The primary advantage of this method is how it permits editors to collate each reading separately. These readings, however, are editorial interpretations of the text and no clue is offered to the reader to judge how these interpretations were made. In other words, as Bordalejo notes, this method “makes no attempt to represent the document” (2010, 3).

§24 The Commedia Project leaders resolved this ambiguity of interpretation within the <app> (apparatus) element by modifying their use of the <rdg> (reading) element the former contains (Shaw 2010). The crucial innovation here is the “lit” (literal) “type” value of the <rdg> element. Within the <rdg type=”lit”> element, the transcriber encodes all the relevant text of the document in a manner that is as interpretation-free as possible while the interpretive act of understanding the distinct readings of that text is treated separately in “orig” (original) and “c1” values for the “type” attribute, where the number indicates which scribe is responsible for the correction (Bordalejo 2010, 6–8). This system has been only slightly adjusted for the CTP, which uses the “mod” (modified) value for the “type” attribute within the <rdg> element, since most of the time it is not possible to distinguish between multiple correcting hands.

§25 A particularly interesting example of an <app> element in the CTP is given in Figure 5 and is encoded as follows:

Figure 5
Figure 5

Scribal correction in Ne, folio 12v, line 844 of The General Prologue; Oxford, Bodleian Library New College.
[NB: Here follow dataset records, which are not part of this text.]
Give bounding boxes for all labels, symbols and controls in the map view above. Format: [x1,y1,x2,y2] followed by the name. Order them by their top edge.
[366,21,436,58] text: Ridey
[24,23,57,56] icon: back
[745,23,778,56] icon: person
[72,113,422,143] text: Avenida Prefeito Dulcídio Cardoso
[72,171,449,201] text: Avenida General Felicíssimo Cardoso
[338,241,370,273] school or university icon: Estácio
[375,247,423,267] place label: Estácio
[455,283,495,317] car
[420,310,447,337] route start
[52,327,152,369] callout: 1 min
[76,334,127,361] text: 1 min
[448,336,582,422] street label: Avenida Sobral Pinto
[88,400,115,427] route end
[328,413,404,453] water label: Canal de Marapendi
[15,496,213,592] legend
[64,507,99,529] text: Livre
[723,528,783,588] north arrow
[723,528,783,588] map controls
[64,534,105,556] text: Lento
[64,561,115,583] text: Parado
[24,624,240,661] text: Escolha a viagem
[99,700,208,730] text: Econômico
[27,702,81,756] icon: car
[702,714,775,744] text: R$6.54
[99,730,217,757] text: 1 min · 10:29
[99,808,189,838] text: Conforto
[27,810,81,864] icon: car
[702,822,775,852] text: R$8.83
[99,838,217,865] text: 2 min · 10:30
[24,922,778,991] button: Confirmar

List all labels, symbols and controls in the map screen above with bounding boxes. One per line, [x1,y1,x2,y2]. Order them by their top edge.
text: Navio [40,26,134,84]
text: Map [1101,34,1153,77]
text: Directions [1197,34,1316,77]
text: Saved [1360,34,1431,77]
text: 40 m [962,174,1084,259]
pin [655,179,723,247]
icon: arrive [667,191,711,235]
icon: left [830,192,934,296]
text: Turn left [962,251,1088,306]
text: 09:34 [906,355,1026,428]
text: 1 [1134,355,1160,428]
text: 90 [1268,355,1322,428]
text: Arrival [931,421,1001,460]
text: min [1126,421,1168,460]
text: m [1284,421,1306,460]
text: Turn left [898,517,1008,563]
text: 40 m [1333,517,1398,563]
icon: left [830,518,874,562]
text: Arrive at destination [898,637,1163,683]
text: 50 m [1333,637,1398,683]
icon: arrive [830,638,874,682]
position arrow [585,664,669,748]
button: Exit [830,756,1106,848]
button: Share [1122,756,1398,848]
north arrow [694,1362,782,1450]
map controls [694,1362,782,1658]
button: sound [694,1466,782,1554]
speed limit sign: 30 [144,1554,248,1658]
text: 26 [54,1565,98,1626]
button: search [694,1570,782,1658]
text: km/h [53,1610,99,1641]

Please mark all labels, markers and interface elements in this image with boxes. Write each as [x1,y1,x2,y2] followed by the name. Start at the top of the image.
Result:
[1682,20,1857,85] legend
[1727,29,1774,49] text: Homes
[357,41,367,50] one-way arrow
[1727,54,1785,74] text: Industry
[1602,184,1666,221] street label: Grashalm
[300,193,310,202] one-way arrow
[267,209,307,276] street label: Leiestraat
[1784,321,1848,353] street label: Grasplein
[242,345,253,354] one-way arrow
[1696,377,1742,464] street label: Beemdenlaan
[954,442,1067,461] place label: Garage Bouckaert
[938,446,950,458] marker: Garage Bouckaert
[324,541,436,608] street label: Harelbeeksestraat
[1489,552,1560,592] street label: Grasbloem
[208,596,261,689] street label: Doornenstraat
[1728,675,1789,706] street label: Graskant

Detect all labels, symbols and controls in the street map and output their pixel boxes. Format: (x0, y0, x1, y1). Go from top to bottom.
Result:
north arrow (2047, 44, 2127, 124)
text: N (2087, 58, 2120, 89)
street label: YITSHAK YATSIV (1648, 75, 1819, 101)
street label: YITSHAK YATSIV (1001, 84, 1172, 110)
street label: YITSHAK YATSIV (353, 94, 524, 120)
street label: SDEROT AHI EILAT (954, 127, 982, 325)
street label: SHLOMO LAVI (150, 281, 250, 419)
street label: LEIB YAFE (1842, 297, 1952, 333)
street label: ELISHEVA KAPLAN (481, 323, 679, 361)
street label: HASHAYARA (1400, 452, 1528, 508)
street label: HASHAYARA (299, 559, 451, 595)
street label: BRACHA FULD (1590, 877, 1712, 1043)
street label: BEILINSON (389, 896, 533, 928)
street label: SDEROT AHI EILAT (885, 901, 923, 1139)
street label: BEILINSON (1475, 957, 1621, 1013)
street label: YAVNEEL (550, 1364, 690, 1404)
      <rdg type=”lit”>sort<seg rend=”int”>une</seg>


      <rdg type=”orig”>sort</rdg>

      <rdg type=”mod”>fortune</rdg>


In this example, the “lit” portion of the <app> element represents the text of the document regardless of which reading it is judged to belong to, while the “orig” (original) and “mod” (modified) readings contain the transcriber’s interpretation of the variant states of the text, namely, what the scribe originally wrote (“orig”) and what the transcriber understands the correction to signify (“mod”). One complicating factor in the example above is the initial letter which, although it undergoes no physical alteration, is nevertheless understood to change in meaning. The modified reading of the line in question renders as: “Were it by auenture, fortune, or caas” (Ne 12v, 844). The context of the line informs the interpretation of both readings. The Middle English word “sort” means “fortune” or “lot” and makes far more sense than “fort” in the original reading; it also corresponds logically with the scribal modification to “fortune” (“Sort, n. [1, 2].” 2019). Moreover, “sort” is also the archetypal reading in this line according to the CTP’s current collation of the passage:

sort ] Ad1 Ad2 Bo2 Bw Ch Cn Cp Dd Ds1 El En1 En3 Fi Gl Ha2 Ha3 Ha4 Hg Ht La Lc Ld1 Ld2 Ma Mg Mm Ne-orig Nl Ps Pw Py Ra2 Ra3 Ry1 Ry2 Se Sl1 Sl2 Tc1

scort ] Ln

shorte ] Ii

chaunce ] Bo1 Ph2

fortune ] Cx1 Cx2 Ne-mod Pn Tc1 Wy

The reading “fortune” is also a much more likely reading in general than the nonsensical “sortune”—if the final “une” were not an interlinear addition, most readers would doubtless not hesitate in understanding “fortune.” The judgment to understand “fortune” here is further corroborated by the scribe’s occasional inconsistency in crossing the letters “f” and long “s.” Indeed, on the very next line we see evidence of this in Figure 6, where the initial “s” of “soth” (transcribed as an “s”) has a more emphatic cross than many instances of the scribe’s “f.”

Figure 6
Figure 6

Crossed “s” in Ne, folio 12v, line 845 of the General Prologue; Oxford, Bodleian Library New College.

§26 Whether or not one agrees with these judgments concerning the readings “sort” and “fortune,” the example above highlights the advantage of using this form of the <app> tag. Rather than merely offering a set of interpretive judgments in isolation, the <app> tag instantiates the CTP team’s value of transparency: it provides readers with the information these judgments are based on as well as the means to evaluate those judgments—and to disagree should they see fit to do so. The <app> element signals a place of variation to the reader in the document and emphasizes that what has been transcribed is an interpretation (Bordalejo 2013).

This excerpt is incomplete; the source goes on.